EXERCISE –
Read through the listing and copy every line that contains the word "setLineDash".

MATERIAL SUPPLIED –
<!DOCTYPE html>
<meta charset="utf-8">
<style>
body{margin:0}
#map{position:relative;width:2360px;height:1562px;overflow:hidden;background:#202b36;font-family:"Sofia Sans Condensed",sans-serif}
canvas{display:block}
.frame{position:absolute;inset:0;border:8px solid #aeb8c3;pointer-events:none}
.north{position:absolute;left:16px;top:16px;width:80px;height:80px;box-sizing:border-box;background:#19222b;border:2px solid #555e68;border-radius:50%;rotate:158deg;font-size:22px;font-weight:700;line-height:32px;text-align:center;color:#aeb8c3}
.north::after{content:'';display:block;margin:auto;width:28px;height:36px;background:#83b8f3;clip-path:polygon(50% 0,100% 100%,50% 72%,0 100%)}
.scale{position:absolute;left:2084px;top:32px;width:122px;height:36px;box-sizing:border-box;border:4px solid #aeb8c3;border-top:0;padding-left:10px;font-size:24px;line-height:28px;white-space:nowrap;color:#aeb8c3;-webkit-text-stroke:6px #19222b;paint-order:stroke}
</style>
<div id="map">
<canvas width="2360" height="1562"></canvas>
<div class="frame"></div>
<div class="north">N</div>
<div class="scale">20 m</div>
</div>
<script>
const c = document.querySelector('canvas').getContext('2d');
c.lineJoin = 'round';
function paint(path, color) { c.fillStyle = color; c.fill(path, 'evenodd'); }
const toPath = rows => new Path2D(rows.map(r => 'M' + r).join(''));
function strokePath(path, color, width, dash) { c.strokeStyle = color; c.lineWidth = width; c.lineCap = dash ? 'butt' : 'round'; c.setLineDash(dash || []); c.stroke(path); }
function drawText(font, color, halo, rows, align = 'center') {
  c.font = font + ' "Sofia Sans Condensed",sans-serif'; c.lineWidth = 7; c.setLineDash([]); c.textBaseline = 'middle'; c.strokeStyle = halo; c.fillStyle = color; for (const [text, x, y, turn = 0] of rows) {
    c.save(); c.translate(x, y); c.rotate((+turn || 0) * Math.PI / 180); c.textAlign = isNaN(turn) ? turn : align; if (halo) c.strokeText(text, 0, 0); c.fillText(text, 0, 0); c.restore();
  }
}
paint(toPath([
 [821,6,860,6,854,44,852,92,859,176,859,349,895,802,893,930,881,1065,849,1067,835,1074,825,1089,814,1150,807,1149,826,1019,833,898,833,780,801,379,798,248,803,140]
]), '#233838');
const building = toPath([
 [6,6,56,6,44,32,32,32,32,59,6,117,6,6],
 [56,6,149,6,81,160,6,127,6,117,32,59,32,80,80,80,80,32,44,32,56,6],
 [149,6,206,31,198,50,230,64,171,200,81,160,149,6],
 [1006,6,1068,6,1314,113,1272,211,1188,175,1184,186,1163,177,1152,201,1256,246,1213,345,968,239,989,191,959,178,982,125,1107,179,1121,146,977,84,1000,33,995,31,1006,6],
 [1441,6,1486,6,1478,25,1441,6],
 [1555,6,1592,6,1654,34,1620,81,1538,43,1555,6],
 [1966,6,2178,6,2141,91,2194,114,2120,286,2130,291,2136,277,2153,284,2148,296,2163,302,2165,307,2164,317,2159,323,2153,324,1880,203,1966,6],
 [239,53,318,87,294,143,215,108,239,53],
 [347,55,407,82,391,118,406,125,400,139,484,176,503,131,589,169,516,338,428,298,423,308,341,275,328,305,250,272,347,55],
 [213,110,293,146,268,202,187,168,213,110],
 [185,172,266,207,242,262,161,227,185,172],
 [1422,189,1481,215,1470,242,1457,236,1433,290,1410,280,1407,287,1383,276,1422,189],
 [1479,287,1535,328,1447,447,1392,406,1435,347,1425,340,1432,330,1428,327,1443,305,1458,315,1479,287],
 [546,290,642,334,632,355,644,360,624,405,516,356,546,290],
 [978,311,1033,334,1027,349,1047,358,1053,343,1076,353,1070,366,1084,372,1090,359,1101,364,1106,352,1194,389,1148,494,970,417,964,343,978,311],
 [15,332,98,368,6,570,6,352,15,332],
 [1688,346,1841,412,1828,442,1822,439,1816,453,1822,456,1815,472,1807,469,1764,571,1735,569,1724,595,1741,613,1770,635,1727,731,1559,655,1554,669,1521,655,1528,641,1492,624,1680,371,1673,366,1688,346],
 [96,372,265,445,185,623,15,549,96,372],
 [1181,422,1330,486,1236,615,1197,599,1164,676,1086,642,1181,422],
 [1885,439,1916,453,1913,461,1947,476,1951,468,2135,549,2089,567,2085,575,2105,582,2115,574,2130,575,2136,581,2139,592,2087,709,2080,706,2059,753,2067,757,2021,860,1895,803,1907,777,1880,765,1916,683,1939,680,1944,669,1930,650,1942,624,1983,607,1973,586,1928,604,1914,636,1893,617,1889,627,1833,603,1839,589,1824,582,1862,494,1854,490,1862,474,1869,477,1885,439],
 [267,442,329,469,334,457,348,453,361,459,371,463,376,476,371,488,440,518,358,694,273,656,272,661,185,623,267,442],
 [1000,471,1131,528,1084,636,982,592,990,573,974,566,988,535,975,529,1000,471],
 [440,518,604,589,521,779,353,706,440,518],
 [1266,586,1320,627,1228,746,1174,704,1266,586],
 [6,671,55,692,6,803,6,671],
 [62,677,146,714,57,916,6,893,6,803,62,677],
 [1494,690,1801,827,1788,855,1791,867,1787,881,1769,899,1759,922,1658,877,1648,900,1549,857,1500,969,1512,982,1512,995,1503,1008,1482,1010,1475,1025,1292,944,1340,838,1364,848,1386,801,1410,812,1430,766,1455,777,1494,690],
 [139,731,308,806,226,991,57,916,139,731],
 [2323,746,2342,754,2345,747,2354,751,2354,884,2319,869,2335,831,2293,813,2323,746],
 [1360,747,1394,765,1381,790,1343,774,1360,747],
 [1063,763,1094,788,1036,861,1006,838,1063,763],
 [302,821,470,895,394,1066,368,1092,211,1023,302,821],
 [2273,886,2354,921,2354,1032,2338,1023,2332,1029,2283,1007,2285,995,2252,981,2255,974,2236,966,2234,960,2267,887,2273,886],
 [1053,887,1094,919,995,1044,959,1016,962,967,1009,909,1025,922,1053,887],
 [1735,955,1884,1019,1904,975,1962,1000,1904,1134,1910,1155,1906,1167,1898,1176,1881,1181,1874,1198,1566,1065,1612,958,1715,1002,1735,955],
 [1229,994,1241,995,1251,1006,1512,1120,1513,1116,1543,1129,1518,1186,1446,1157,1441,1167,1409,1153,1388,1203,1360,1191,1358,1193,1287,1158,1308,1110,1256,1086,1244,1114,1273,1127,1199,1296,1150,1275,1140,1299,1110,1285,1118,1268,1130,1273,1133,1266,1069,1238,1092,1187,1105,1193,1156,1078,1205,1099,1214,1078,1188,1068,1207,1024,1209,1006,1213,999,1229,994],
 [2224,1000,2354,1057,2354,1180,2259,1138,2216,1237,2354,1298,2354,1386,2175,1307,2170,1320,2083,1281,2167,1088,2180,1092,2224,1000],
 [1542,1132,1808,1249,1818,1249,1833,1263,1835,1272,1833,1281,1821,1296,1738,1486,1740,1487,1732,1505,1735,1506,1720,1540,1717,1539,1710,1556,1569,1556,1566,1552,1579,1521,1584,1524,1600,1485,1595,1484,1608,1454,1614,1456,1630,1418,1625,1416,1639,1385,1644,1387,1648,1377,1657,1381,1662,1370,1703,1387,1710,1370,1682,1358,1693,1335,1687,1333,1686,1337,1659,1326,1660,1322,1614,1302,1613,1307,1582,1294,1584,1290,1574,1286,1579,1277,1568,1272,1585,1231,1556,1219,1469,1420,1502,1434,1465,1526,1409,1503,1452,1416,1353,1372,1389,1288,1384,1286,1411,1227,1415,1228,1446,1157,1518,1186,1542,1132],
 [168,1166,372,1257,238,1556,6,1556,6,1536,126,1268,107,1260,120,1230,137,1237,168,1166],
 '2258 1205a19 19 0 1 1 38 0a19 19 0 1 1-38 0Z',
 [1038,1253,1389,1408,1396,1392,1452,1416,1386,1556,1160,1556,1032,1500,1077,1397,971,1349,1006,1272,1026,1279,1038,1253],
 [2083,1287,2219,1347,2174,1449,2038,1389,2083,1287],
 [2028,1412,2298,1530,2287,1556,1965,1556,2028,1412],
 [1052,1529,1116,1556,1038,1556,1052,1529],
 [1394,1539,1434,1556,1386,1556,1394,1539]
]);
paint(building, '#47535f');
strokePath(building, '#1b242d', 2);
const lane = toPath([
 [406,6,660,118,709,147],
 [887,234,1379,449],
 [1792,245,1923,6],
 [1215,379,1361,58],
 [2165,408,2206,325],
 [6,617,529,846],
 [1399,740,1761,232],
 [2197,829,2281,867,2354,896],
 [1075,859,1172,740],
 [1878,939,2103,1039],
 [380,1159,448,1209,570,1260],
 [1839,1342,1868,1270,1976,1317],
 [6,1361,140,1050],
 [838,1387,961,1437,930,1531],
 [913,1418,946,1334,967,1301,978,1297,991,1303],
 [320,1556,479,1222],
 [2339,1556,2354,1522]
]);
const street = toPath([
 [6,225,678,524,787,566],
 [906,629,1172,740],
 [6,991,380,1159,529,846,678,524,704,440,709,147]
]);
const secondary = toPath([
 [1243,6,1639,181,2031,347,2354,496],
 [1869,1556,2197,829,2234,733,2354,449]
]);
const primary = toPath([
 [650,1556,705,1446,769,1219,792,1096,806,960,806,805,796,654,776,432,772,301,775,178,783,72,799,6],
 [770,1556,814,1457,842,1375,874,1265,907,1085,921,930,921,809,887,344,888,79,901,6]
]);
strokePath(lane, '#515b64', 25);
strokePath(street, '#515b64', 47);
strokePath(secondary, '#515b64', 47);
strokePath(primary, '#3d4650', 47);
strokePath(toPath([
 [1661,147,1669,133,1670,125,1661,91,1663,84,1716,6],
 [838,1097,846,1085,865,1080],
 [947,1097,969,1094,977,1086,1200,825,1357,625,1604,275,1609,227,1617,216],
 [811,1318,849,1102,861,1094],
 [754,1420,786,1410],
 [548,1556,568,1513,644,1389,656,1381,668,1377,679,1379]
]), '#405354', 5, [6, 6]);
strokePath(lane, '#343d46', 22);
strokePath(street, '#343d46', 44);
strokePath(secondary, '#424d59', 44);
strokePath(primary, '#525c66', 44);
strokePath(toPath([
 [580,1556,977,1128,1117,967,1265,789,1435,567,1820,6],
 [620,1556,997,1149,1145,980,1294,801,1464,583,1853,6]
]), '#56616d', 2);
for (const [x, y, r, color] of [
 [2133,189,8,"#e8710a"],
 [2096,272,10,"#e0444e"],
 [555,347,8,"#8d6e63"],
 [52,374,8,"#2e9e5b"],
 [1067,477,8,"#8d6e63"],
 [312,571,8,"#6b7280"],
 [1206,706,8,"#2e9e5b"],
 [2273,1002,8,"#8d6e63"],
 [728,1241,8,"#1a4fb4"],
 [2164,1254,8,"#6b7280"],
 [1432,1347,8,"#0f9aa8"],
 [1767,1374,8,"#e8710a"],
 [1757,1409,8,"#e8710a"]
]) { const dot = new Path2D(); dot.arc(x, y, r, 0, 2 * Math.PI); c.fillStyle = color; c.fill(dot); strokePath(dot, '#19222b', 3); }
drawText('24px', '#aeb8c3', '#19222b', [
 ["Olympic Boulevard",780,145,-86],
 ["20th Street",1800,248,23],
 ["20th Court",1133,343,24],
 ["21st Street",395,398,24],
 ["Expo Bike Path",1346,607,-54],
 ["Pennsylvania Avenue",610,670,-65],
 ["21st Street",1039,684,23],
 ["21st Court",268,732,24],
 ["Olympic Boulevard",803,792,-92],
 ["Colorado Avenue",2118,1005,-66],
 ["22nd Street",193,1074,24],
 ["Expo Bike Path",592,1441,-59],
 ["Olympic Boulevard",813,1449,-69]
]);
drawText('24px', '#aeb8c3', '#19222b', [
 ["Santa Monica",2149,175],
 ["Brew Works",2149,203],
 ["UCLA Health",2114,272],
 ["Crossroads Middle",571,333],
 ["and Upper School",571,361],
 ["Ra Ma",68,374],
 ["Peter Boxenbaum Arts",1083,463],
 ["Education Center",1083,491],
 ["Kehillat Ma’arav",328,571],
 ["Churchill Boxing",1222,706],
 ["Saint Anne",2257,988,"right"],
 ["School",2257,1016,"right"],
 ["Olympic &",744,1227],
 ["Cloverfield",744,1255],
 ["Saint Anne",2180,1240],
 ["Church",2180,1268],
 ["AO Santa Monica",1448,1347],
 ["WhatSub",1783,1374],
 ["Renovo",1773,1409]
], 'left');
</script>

ANSWER SPACE –
function strokePath(path, color, width, dash) { c.strokeStyle = color; c.lineWidth = width; c.lineCap = dash ? 'butt' : 'round'; c.setLineDash(dash || []); c.stroke(path); }
  c.font = font + ' "Sofia Sans Condensed",sans-serif'; c.lineWidth = 7; c.setLineDash([]); c.textBaseline = 'middle'; c.strokeStyle = halo; c.fillStyle = color; for (const [text, x, y, turn = 0] of rows) {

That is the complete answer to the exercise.